Demon Marked
After Khavi . . .” Taylor shook her head. “It could be argued that she left you alone to die. Or that she single-handedly arranged events so that every decision you, Ash, Lilith, and I made led to your becoming a Guardian. We don’t even know if the stuff about Ash being able to get Michael out of the field was true, or if that was just designed to put everything in motion. And I don’t know what we’re going to do when she comes waltzing back in, but you’re one of us now, and your input will have weight.”
He didn’t care about that. Group decision making wasn’t his style. They could what they liked. He’d do as he liked . . . when he could.

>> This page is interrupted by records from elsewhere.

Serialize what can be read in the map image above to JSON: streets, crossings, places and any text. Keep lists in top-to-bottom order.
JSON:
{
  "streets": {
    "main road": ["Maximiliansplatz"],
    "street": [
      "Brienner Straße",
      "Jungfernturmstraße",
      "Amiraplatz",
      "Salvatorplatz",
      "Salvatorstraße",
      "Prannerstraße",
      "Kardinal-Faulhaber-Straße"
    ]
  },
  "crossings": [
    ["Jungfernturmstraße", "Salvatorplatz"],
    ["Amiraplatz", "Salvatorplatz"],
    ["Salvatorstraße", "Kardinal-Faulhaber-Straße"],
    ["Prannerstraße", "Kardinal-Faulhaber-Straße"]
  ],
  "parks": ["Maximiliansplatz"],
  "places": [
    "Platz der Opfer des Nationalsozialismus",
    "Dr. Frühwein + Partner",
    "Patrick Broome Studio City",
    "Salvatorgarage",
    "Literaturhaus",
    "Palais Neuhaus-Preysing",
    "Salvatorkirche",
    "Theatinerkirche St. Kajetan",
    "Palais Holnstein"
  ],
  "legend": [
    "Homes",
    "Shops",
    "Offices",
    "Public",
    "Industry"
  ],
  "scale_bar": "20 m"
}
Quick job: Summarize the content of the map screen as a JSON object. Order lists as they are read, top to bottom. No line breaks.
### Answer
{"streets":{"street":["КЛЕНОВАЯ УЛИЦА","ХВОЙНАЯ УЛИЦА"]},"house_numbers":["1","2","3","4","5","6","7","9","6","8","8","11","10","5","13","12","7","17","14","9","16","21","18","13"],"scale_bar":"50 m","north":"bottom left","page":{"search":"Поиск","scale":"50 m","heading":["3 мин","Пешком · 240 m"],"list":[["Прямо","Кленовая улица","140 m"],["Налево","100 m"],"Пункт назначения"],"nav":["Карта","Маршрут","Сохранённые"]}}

“Why am I not healing right?”
“We’ve got theories. You want to hear them?”
“Yes.”
“One is that I fucked up the transformation.”
“Did you?” If so, he could live with it. Some of it had obviously worked. He had strength. He could hear her heart beating. He could see a tiny fleck of quartz in a toppled marble column lying one hundred yards away. If he healed a little more slowly than most Guardians, then he’d just train hard enough, get so damn good with his weapons that he’d be hurt less, too. Hell, he’d do that even if he healed normally from this point forward.
Either way, problem solved.
“I think it went okay. Things only went bad when I tried to heal you. That’s when Michael came in, and that didn’t exactly go so well. So, that’s the second theory—that the trauma of his mind slipping into yours was a shock to your whole system, and on top of the transformation . . .” She sighed. “Most Guardians are up and aware the second they are transformed. Me, I was in a coma for three months after he first got into my brain. You were only unconscious for about six hours, which might have just been the time your brain needed to heal, anyway. So you came through better than I did.”
“Or maybe I came through better because you shielded my mind from his.”
“I—” She looked at him in surprise. “That is kind of you, St. Croix.”
“I’m healing and vulnerable. It probably won’t happen often.”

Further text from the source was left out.